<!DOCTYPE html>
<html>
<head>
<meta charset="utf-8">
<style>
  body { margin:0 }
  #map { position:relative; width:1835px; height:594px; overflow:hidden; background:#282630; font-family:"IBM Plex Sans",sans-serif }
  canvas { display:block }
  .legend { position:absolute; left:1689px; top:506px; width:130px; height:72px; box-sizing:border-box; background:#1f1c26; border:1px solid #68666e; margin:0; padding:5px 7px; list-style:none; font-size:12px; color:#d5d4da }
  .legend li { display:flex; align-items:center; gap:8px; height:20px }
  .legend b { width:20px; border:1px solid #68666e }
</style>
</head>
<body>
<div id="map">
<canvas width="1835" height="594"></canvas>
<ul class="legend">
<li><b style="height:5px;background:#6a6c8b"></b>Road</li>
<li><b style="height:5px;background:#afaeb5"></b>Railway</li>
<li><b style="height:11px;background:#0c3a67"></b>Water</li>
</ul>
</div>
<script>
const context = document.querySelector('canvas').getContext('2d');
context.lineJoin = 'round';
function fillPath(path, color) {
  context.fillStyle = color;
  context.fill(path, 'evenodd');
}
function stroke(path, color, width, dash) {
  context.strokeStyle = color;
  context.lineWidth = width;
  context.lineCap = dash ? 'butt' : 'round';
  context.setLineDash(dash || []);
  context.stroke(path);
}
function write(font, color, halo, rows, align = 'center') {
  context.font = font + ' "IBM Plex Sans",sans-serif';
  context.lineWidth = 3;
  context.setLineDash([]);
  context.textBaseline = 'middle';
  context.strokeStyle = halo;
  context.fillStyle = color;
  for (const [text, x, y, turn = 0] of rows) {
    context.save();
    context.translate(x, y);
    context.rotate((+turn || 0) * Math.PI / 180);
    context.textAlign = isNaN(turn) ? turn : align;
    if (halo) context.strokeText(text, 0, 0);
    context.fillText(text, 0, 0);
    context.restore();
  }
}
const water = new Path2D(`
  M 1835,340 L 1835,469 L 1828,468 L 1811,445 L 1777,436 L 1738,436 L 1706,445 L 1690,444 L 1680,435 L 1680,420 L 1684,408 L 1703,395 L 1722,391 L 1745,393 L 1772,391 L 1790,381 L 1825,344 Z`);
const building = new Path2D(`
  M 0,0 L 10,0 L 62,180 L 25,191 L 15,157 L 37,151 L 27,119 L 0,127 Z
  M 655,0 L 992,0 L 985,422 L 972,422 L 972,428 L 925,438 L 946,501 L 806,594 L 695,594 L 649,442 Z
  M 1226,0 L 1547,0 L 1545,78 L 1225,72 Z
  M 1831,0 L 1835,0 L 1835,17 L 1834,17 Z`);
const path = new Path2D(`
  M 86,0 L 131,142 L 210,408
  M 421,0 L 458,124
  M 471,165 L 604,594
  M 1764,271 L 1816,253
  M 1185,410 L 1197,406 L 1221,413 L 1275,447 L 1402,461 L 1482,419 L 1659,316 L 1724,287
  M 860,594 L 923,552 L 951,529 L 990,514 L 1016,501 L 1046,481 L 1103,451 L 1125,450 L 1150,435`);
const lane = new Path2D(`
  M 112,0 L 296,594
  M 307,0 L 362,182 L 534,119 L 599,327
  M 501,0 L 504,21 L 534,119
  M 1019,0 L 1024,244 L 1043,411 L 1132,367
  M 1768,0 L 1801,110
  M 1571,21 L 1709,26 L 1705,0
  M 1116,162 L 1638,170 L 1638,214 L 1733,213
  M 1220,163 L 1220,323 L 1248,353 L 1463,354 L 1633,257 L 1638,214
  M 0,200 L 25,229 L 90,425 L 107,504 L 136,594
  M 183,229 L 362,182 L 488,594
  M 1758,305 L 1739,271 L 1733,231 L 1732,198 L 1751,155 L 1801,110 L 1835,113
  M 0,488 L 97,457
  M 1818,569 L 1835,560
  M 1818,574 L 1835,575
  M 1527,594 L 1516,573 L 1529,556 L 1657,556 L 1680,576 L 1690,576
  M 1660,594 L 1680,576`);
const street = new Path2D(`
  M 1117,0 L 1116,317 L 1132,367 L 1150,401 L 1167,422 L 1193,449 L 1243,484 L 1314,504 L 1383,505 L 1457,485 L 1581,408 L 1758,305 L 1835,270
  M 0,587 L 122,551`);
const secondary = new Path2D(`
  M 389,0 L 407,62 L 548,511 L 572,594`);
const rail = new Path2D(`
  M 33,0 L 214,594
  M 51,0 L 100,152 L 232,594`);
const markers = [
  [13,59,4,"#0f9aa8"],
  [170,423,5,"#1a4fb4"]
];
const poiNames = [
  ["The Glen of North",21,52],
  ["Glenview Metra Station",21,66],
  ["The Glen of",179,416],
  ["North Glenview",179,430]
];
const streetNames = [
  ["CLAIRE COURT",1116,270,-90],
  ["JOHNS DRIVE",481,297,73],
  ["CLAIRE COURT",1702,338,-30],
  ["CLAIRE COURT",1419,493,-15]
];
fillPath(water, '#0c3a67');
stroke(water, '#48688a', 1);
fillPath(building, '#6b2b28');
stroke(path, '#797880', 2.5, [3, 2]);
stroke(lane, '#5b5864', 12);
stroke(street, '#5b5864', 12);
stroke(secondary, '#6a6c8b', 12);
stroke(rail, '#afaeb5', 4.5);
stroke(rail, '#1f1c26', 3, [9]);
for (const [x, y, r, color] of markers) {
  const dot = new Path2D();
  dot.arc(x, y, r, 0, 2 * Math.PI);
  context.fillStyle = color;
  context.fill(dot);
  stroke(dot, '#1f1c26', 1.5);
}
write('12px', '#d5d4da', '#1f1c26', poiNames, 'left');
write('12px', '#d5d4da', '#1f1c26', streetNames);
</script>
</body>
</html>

Task item — Return exactly what appears above, from the first line of the entries to the line with "M 1226,0 L 1547,0 L 1545,78 L 1225,72 Z", inclusive.

Exercise response —
<!DOCTYPE html>
<html>
<head>
<meta charset="utf-8">
<style>
  body { margin:0 }
  #map { position:relative; width:1835px; height:594px; overflow:hidden; background:#282630; font-family:"IBM Plex Sans",sans-serif }
  canvas { display:block }
  .legend { position:absolute; left:1689px; top:506px; width:130px; height:72px; box-sizing:border-box; background:#1f1c26; border:1px solid #68666e; margin:0; padding:5px 7px; list-style:none; font-size:12px; color:#d5d4da }
  .legend li { display:flex; align-items:center; gap:8px; height:20px }
  .legend b { width:20px; border:1px solid #68666e }
</style>
</head>
<body>
<div id="map">
<canvas width="1835" height="594"></canvas>
<ul class="legend">
<li><b style="height:5px;background:#6a6c8b"></b>Road</li>
<li><b style="height:5px;background:#afaeb5"></b>Railway</li>
<li><b style="height:11px;background:#0c3a67"></b>Water</li>
</ul>
</div>
<script>
const context = document.querySelector('canvas').getContext('2d');
context.lineJoin = 'round';
function fillPath(path, color) {
  context.fillStyle = color;
  context.fill(path, 'evenodd');
}
function stroke(path, color, width, dash) {
  context.strokeStyle = color;
  context.lineWidth = width;
  context.lineCap = dash ? 'butt' : 'round';
  context.setLineDash(dash || []);
  context.stroke(path);
}
function write(font, color, halo, rows, align = 'center') {
  context.font = font + ' "IBM Plex Sans",sans-serif';
  context.lineWidth = 3;
  context.setLineDash([]);
  context.textBaseline = 'middle';
  context.strokeStyle = halo;
  context.fillStyle = color;
  for (const [text, x, y, turn = 0] of rows) {
    context.save();
    context.translate(x, y);
    context.rotate((+turn || 0) * Math.PI / 180);
    context.textAlign = isNaN(turn) ? turn : align;
    if (halo) context.strokeText(text, 0, 0);
    context.fillText(text, 0, 0);
    context.restore();
  }
}
const water = new Path2D(`
  M 1835,340 L 1835,469 L 1828,468 L 1811,445 L 1777,436 L 1738,436 L 1706,445 L 1690,444 L 1680,435 L 1680,420 L 1684,408 L 1703,395 L 1722,391 L 1745,393 L 1772,391 L 1790,381 L 1825,344 Z`);
const building = new Path2D(`
  M 0,0 L 10,0 L 62,180 L 25,191 L 15,157 L 37,151 L 27,119 L 0,127 Z
  M 655,0 L 992,0 L 985,422 L 972,422 L 972,428 L 925,438 L 946,501 L 806,594 L 695,594 L 649,442 Z
  M 1226,0 L 1547,0 L 1545,78 L 1225,72 Z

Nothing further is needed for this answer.